Sługa Boża wie doskonale, że na Słowo Maryi Pan Jezus po raz pierwszy objawił swoje Bóstwo i dokonał cudu w Kanie Galilejskiej, aby w scenerii zaślubin ludzkich wskazać na Siebie jako Pana Młodego wiecznych zaślubin naszych dusz i zbawionego jestestwa naszego człowieczeństwa w postaci uwielbionego ciała i prowadzić nas na wieczne wesele w Niebie. Bo tak jak w odniesieniu do nas, Polaków, nie ma piękniejszych sytuacji jak na zaślubinach i na weselach Narodu, tak też i wieczne wesele w Domu Bożym jest kwintesencją niebiańskości. Jeżeli Matka Najświętsza najpewniej prowadzi nas na te zaślubliny na wyżynach Nieba, to dlatego postać maksymy czynu Anny jest taka:
"Bez Matki Bożej nic nie zaczynać - to moja maksyma, a z Nią wszystko się uda” (Dz., s. 202).
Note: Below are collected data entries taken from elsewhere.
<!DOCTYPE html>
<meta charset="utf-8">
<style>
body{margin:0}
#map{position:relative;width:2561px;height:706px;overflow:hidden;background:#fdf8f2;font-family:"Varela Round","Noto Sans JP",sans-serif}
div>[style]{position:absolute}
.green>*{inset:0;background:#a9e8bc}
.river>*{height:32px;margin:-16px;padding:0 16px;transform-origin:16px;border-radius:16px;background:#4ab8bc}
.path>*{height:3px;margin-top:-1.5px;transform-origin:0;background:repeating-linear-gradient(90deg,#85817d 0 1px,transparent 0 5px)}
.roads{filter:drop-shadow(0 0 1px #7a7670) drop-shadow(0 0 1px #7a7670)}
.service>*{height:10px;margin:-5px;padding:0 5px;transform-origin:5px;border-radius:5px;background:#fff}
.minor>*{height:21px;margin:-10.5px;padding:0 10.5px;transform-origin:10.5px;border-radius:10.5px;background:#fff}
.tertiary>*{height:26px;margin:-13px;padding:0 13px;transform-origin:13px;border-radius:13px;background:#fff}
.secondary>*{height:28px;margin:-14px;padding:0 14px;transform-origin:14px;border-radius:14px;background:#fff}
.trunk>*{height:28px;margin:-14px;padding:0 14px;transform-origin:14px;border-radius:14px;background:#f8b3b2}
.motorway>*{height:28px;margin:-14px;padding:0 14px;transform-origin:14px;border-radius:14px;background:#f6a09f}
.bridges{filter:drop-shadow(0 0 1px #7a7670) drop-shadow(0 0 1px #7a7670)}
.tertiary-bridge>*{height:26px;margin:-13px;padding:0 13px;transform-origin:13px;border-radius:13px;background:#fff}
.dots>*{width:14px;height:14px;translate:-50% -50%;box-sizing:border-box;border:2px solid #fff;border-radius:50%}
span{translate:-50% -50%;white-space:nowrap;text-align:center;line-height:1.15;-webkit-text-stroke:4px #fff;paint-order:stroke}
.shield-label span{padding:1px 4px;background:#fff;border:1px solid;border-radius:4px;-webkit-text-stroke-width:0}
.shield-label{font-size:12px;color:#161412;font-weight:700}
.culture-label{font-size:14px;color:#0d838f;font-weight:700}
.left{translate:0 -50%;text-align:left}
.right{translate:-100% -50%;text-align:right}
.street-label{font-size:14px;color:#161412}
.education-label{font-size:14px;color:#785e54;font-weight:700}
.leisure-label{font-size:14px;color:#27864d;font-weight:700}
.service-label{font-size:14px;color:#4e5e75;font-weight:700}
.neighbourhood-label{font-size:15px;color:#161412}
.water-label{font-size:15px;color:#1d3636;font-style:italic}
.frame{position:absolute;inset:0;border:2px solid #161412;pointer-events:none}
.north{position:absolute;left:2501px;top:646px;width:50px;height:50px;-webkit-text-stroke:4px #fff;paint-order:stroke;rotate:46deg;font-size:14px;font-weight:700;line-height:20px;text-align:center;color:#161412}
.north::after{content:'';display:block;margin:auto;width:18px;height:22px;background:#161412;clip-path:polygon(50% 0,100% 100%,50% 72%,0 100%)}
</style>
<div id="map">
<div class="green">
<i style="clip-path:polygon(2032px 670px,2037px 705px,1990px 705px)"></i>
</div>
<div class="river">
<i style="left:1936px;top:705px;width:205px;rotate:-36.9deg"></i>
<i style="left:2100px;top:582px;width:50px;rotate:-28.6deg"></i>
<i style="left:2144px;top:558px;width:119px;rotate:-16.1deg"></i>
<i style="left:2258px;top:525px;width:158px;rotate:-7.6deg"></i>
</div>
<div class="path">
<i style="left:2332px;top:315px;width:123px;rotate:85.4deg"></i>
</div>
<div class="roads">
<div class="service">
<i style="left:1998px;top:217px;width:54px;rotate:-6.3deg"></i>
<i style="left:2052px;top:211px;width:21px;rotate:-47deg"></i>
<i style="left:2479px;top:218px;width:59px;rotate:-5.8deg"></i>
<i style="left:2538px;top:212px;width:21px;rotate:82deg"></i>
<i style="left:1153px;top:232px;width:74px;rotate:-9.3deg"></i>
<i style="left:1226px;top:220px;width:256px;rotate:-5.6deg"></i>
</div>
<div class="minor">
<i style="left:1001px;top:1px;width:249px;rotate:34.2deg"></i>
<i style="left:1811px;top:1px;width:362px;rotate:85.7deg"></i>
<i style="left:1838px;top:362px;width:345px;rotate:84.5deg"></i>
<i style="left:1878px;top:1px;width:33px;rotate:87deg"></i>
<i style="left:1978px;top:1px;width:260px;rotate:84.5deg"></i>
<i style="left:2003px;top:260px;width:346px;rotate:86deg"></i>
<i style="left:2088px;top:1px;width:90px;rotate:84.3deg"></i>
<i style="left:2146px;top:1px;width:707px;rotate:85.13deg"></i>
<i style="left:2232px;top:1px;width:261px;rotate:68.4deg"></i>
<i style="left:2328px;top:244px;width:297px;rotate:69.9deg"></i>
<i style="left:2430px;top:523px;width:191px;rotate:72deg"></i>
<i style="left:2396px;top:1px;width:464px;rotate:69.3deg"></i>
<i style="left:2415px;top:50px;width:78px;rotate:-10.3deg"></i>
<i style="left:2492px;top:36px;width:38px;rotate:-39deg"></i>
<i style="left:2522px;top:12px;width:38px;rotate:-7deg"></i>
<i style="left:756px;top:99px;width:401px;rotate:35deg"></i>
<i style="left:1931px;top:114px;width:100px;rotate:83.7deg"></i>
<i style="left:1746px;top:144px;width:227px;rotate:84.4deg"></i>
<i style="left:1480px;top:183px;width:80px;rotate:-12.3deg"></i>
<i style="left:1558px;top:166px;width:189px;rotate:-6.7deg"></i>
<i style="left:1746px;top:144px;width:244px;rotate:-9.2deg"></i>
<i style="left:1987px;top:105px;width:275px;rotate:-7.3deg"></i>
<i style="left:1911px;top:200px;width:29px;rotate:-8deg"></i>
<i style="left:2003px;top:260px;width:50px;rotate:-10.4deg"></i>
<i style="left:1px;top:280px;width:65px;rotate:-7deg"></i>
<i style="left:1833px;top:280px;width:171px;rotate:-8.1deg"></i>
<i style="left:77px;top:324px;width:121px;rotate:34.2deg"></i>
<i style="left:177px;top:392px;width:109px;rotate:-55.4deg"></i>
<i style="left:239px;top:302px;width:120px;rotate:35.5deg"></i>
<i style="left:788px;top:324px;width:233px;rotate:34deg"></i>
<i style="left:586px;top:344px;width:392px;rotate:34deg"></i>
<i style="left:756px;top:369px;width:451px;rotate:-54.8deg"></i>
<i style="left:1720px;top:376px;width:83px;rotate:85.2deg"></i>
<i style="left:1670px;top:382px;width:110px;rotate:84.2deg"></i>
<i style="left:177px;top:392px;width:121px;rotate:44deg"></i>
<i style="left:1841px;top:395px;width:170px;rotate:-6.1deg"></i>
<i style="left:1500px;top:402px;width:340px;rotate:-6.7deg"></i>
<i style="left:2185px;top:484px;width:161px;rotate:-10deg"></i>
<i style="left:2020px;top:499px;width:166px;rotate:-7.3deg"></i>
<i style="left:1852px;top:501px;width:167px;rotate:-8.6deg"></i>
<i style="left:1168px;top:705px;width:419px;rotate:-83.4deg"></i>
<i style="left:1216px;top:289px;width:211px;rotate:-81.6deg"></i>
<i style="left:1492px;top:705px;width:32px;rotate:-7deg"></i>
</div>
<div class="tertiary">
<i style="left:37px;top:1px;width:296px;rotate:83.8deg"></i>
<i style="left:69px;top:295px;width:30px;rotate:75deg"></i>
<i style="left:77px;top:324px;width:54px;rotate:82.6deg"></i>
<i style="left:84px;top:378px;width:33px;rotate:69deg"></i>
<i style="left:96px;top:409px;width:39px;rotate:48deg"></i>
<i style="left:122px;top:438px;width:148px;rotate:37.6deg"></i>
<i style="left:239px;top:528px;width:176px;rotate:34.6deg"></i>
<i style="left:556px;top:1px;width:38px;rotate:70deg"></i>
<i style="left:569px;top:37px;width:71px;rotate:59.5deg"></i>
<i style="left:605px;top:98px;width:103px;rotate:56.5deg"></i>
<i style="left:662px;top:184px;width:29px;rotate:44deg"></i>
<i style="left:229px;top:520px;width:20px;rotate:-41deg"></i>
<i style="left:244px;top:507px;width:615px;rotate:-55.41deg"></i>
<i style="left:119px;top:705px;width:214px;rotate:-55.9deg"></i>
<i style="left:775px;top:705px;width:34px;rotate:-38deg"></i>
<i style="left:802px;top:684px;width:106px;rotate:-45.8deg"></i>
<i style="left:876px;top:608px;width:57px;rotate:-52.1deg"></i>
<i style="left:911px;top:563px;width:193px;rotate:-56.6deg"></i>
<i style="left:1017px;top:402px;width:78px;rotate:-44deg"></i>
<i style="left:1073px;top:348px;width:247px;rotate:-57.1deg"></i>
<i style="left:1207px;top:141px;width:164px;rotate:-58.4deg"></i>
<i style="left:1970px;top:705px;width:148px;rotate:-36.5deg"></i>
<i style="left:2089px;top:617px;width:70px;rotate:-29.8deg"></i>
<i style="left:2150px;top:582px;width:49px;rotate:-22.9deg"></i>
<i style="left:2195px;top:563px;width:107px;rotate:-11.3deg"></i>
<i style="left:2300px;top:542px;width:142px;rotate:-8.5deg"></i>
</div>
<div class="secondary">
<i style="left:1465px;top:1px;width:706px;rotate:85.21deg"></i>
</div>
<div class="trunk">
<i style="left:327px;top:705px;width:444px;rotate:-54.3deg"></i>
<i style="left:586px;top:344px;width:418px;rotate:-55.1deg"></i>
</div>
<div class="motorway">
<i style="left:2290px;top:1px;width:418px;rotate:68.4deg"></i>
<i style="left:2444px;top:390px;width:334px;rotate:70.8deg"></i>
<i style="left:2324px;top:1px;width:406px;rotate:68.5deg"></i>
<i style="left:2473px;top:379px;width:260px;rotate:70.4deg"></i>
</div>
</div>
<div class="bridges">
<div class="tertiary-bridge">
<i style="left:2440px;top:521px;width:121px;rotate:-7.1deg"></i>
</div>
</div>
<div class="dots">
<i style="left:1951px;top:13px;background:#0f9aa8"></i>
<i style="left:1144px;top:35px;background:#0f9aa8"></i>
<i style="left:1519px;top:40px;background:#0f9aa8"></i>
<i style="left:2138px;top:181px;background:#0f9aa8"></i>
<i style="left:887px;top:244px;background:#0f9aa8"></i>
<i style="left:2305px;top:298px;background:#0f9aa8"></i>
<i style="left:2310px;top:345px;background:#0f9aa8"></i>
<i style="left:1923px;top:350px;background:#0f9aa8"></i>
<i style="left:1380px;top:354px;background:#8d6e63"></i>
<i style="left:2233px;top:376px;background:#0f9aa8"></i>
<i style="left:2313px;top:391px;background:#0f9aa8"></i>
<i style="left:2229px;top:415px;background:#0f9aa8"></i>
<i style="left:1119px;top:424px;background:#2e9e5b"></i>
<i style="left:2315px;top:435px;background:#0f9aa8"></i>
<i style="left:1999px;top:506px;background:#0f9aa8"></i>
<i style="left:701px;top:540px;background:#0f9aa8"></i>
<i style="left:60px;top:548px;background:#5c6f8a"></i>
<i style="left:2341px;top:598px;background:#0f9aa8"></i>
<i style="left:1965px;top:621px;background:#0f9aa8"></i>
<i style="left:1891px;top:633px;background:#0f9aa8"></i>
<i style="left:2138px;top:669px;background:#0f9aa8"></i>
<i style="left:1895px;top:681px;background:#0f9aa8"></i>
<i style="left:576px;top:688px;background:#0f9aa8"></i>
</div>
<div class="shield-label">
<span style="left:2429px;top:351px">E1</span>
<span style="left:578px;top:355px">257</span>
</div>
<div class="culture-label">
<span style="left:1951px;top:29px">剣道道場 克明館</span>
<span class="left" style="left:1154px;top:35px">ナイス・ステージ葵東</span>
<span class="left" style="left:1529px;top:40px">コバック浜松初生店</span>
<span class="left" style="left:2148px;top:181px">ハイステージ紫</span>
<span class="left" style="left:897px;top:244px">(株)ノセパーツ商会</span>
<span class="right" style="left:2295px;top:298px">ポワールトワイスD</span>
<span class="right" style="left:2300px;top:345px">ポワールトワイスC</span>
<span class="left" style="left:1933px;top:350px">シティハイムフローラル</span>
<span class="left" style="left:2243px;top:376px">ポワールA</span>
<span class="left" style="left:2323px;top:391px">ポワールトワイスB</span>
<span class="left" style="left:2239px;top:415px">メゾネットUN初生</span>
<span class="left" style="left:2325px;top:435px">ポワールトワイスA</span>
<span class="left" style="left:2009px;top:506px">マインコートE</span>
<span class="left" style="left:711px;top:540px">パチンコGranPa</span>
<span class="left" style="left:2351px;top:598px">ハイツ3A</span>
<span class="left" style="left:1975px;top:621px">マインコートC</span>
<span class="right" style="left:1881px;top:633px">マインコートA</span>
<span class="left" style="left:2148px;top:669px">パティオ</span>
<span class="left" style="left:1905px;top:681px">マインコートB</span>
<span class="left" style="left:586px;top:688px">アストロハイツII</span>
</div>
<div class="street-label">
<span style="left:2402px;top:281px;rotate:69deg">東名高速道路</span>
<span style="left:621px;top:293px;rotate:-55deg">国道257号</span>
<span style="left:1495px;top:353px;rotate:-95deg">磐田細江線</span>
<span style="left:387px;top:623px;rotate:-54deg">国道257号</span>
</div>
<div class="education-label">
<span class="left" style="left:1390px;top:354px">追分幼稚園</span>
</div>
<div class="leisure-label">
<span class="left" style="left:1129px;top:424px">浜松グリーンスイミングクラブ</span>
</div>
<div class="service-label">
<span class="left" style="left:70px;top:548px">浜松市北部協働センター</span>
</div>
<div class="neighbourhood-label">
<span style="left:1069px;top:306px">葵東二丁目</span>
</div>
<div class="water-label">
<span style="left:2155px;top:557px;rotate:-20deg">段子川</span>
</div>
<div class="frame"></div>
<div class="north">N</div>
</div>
Czyny Polaków powinny być z natury Maryjne, bo nasz Naród jest Maryjny, bo nasz Kościół, tak Kościół w Polsce, jest Maryjny, bo nasza Ojczyzna jest Jej Królestwem, stąd trwajmy w Maryjności naszych czynów i postaw, abyśmy byli ludźmi wielkich dzieł Bożych.
            Jak konkretnie odczytywać Wolę Niepokalanej? Jak się na co dzień uczyć Maryi? Żyć jako Ona, myśleć jak Ona, chcieć jak Ona i działać jak Ona? Anna w swoim artyźmie ducha Maryjnego odpowiada: „Moją ufność składam u stóp Twoich i wierzę, że przez Ciebie, Matko Boża przyjdzie ratunek, światło, pomoc [...] dla mnie i dla wielu serc. Tylko pomóż mi dobrze odczytać głębię tajemnic Różańca i naśladować Ciebie w moim życiu” (Dz., s. 319). Ta modlitwa wprowadza nas nie tylko w myślenie Pana Boga i Maryi, lecz także w działanie Boże i działanie Maryi. Dlatego Różaniec jest jedną z najatrakcyjniejszych swoją precyzją teoretyczną i praktyczną modlitw.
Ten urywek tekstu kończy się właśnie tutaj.